Look up the Australian Stock Saddle Company (based out of California). They're mid-range saddles run around $1500 and are custom fit to your horse. They are all handmade from premium leather by a man who is from Australia and has something like 30+ years of experience making Australian saddles. The AUSTRALIAN STOCK SADDLE Co

Also, to SunnyK...about the seat size...from what I can tell, Aussie saddles measure different than either Western or English. I ride a 15.5-16" Western saddle...in an Aussie saddle, I prefer a 17-18" seat. If you call the Australian Stock Saddle Company (especially if you get to talk to Colin, the owner, like I did), they'll ask your height, weight and pant size, then give you what size Aussie seat you need.


----------



## bsms

DraftyAiresMum said:


> Look up the Australian Stock Saddle Company (based out of California). They're mid-range saddles run around $1500 and are custom fit to your horse. They are all handmade from premium leather by a man who is from Australia and has something like 30+ years of experience making Australian saddles.

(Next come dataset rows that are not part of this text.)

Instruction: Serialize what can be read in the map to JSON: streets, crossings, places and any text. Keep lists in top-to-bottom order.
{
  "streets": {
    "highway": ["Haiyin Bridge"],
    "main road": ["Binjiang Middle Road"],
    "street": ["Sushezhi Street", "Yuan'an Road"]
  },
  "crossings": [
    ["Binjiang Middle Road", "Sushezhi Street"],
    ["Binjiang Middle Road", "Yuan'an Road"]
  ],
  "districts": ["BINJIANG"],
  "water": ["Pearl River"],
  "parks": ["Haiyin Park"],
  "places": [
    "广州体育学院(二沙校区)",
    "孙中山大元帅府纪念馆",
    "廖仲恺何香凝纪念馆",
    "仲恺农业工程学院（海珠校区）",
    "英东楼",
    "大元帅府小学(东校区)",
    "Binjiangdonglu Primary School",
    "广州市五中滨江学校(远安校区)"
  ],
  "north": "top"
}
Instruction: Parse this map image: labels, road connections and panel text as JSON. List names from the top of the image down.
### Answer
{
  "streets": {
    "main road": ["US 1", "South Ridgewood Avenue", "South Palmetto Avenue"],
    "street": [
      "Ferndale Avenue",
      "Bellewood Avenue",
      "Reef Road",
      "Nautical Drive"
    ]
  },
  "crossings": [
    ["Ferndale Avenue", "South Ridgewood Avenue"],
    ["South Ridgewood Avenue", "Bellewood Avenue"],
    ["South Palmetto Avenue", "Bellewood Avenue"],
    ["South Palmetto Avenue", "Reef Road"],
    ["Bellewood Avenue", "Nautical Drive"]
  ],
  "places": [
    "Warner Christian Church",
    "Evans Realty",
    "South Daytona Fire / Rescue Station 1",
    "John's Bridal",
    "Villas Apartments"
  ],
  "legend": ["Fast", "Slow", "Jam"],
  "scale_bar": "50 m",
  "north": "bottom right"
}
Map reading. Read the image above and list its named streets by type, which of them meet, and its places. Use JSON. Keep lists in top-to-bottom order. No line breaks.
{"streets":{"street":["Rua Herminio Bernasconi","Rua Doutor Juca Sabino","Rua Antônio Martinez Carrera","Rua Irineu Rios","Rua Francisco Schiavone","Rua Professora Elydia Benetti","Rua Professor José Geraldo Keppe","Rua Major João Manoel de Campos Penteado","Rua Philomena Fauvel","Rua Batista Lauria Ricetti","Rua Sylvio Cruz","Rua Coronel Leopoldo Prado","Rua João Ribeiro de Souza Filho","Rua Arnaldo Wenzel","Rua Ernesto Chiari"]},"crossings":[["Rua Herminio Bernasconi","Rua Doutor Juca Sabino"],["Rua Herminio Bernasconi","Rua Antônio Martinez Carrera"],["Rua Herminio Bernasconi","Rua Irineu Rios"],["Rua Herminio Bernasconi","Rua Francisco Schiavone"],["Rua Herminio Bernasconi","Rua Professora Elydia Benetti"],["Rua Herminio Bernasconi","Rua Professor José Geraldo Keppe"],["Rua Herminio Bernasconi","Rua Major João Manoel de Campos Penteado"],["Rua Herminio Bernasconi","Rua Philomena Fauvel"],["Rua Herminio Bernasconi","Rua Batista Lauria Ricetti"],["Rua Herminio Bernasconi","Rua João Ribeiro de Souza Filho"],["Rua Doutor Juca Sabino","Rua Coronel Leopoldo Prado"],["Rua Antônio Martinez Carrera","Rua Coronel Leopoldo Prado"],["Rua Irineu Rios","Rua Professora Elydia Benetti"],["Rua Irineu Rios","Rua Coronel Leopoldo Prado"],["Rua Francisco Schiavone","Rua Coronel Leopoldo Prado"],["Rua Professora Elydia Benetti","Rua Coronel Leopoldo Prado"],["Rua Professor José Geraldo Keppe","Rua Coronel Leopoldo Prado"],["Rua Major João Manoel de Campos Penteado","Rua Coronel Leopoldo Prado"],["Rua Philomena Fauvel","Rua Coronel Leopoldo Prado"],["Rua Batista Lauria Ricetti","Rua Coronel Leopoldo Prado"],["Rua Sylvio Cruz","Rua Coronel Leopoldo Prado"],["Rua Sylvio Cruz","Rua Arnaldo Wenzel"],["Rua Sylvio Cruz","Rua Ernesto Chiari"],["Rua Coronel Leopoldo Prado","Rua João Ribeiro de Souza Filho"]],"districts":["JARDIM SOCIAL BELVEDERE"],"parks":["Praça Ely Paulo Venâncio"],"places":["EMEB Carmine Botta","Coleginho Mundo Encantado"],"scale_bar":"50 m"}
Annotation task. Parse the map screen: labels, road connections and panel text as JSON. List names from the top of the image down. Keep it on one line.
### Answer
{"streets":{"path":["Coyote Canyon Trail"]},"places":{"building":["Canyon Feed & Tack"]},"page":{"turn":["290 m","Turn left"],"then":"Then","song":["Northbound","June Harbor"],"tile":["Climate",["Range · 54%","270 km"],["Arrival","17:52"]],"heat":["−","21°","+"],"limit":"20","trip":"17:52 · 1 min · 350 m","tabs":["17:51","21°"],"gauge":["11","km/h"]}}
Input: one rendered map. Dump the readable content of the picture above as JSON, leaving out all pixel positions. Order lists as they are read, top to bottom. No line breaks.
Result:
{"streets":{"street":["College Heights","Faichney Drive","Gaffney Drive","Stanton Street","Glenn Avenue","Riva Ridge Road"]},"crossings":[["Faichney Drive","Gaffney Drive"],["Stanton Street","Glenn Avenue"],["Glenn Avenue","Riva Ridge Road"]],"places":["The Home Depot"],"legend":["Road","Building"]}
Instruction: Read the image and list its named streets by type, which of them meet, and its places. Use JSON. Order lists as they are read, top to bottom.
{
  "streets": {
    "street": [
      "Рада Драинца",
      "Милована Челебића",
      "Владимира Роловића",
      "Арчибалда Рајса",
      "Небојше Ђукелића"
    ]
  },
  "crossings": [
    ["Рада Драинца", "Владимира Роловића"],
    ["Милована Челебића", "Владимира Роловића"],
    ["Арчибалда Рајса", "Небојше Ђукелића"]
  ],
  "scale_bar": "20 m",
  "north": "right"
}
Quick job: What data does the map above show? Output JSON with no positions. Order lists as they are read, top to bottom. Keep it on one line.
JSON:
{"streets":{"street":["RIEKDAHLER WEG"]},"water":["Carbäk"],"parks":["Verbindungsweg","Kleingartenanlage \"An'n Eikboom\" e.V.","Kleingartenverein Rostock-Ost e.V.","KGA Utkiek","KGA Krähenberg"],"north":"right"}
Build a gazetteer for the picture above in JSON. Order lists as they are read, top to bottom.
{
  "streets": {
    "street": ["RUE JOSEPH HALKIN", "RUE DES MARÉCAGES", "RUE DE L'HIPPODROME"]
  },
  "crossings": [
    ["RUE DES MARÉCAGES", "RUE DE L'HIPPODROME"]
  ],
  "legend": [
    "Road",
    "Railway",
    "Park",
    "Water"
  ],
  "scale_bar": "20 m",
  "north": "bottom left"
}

They are still not genuine Australian saddles. I believe they are made in India under supervision, with Australian leather. The custom fitting is done by both DownUnder & Kates as well. I believe DU also allows a free refit during the first year.

As for the Australian Stock Saddle Company...the reviews I've found online were underwhelming (Trail Saddles). If I was willing to spend $1500, I'd save up a bit more and buy a Bates Australian saddle for around $1900.


----------



## corinowalk

I bought a second hand Aussie from Downunder and love it. While I am sure there are high dollar saddles out there, for what I ride (just trails), it does the job, looks good doing it and the saddle is older and in great shape. The leather, once conditioned, is butter soft. The seat is deep and the poleys do help if your horse gets a little 'squirrely'. DownUnder does custom fitting and it is included in the saddle price, no matter if you buy a $150 saddle on clearance or their most expensive Syd Hill. 

If you are going to look for a high dollar, top of the line Aussie, skip DownUnder and skip the Australian Stock saddle co. Do a search here for a member by the name of Wild_spot. Her threads are very informative about all the high end, made in Australia saddles. 

I've been a primarily Western rider my whole life. I love my Aussie. It is very comfortable and very secure. I am always searching for a Western saddle to fit my hard to fit horse...until I find one, I will happily hack in an Aussie.


----------



## wild_spot

The saddles made by the Australian Stock Saddle Company are not a great representation of a good stock saddle IN Australia. They are marketed for the US market and are not as close contact or general quality as most good stock saddles. 

Basically, any mass produced stock saddle is not great quality. If you want a great saddle, you look for one hand made and stamped by the saddler. 

Two years ago I got one custom made for my horse and me by a lesser known saddler for $3800 - which is cheap. I'm getting a new one made by him right now - they have gone up to $4500, still cheap! The better known saddlers start at around $6000 and can have waiting lists of up to a year long. 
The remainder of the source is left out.